* Work task
When the line containing "Task: Describe the" is reached, copy it and each subsequent line of the material below exactly, through the last line.

* Exercise material
════════
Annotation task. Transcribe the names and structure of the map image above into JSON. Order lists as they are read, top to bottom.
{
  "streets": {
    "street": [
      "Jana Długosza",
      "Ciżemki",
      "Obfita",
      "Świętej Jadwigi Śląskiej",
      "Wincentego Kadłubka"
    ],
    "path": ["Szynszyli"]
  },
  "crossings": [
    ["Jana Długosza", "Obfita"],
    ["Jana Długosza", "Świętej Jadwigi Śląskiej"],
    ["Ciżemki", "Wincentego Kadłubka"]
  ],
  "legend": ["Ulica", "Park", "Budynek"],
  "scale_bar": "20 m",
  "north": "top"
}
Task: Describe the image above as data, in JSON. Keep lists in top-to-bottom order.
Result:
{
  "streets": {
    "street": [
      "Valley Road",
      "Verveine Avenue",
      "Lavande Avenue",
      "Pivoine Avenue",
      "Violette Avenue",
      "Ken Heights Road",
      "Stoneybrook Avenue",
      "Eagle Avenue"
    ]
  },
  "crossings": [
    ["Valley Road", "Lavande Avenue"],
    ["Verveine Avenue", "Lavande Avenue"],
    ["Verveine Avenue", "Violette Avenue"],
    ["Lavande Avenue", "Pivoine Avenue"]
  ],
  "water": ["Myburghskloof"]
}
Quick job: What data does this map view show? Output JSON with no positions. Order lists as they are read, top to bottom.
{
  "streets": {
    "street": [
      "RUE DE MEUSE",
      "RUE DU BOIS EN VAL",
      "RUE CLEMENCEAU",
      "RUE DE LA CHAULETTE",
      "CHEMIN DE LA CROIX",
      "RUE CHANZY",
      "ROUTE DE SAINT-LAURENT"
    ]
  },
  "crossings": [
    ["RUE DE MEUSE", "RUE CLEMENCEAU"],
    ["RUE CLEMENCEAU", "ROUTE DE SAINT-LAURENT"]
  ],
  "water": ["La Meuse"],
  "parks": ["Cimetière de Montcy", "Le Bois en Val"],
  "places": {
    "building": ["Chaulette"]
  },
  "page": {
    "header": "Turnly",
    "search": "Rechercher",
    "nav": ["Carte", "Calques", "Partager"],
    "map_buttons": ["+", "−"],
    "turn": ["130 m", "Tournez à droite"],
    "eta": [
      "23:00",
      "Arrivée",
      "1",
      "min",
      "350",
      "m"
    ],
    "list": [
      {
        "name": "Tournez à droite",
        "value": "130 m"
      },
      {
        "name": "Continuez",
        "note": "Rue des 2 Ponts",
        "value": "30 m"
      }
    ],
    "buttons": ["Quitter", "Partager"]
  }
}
════════
* Result
Task: Describe the image above as data, in JSON. Keep lists in top-to-bottom order.
Result:
{
  "streets": {
    "street": [
      "Valley Road",
      "Verveine Avenue",
      "Lavande Avenue",
      "Pivoine Avenue",
      "Violette Avenue",
      "Ken Heights Road",
      "Stoneybrook Avenue",
      "Eagle Avenue"
    ]
  },
  "crossings": [
    ["Valley Road", "Lavande Avenue"],
    ["Verveine Avenue", "Lavande Avenue"],
    ["Verveine Avenue", "Violette Avenue"],
    ["Lavande Avenue", "Pivoine Avenue"]
  ],
  "water": ["Myburghskloof"]
}
Quick job: What data does this map view show? Output JSON with no positions. Order lists as they are read, top to bottom.
{
  "streets": {
    "street": [
      "RUE DE MEUSE",
      "RUE DU BOIS EN VAL",
      "RUE CLEMENCEAU",
      "RUE DE LA CHAULETTE",
      "CHEMIN DE LA CROIX",
      "RUE CHANZY",
      "ROUTE DE SAINT-LAURENT"
    ]
  },
  "crossings": [
    ["RUE DE MEUSE", "RUE CLEMENCEAU"],
    ["RUE CLEMENCEAU", "ROUTE DE SAINT-LAURENT"]
  ],
  "water": ["La Meuse"],
  "parks": ["Cimetière de Montcy", "Le Bois en Val"],
  "places": {
    "building": ["Chaulette"]
  },
  "page": {
    "header": "Turnly",
    "search": "Rechercher",
    "nav": ["Carte", "Calques", "Partager"],
    "map_buttons": ["+", "−"],
    "turn": ["130 m", "Tournez à droite"],
    "eta": [
      "23:00",
      "Arrivée",
      "1",
      "min",
      "350",
      "m"
    ],
    "list": [
      {
        "name": "Tournez à droite",
        "value": "130 m"
      },
      {
        "name": "Continuez",
        "note": "Rue des 2 Ponts",
        "value": "30 m"
      }
    ],
    "buttons": ["Quitter", "Partager"]
  }
}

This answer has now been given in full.